Excerpts from a dataset:
▼▼▼

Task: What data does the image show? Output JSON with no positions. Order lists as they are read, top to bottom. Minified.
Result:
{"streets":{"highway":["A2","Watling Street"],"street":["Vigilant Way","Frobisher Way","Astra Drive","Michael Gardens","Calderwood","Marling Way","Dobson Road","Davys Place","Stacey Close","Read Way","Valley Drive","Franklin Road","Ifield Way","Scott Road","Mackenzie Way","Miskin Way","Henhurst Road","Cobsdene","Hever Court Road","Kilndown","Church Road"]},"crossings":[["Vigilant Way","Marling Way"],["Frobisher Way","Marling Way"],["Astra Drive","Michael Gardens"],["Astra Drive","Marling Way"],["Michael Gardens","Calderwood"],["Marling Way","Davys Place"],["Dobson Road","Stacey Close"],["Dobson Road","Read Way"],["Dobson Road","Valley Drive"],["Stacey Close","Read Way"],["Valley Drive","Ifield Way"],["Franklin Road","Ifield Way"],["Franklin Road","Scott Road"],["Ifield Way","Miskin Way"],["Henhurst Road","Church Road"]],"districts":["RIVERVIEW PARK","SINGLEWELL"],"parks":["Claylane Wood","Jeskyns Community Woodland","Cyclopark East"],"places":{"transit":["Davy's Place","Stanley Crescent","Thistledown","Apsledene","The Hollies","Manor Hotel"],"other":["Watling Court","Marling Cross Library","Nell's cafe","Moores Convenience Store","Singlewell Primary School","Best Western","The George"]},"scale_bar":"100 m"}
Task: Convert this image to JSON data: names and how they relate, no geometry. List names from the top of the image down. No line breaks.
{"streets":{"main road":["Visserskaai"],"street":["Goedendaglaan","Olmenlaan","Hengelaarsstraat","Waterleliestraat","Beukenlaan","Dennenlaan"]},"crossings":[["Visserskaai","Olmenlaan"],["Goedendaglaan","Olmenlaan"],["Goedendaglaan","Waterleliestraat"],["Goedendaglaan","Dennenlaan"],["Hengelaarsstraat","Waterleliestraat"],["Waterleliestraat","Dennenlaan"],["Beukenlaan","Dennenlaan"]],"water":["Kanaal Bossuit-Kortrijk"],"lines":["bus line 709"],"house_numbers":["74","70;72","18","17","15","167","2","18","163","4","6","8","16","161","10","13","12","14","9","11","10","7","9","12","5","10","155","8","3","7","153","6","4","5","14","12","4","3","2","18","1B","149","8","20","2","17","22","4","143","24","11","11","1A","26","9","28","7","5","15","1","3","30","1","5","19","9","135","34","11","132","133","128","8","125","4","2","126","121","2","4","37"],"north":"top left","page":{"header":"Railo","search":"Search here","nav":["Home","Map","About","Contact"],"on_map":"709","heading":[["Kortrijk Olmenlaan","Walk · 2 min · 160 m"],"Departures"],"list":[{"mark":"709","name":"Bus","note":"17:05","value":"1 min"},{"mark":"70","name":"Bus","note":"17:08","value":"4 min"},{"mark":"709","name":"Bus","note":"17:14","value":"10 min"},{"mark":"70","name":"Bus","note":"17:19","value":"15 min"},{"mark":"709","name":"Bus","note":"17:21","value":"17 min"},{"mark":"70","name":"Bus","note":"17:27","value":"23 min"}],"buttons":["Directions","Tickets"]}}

▲▲▲

> [YOUR OBJECTIVE]:
Whenever a line in the entries holds the word "JSON", copy that line.

> [EXERCISE OUTPUT]:
Task: What data does the image show? Output JSON with no positions. Order lists as they are read, top to bottom. Minified.
Task: Convert this image to JSON data: names and how they relate, no geometry. List names from the top of the image down. No line breaks.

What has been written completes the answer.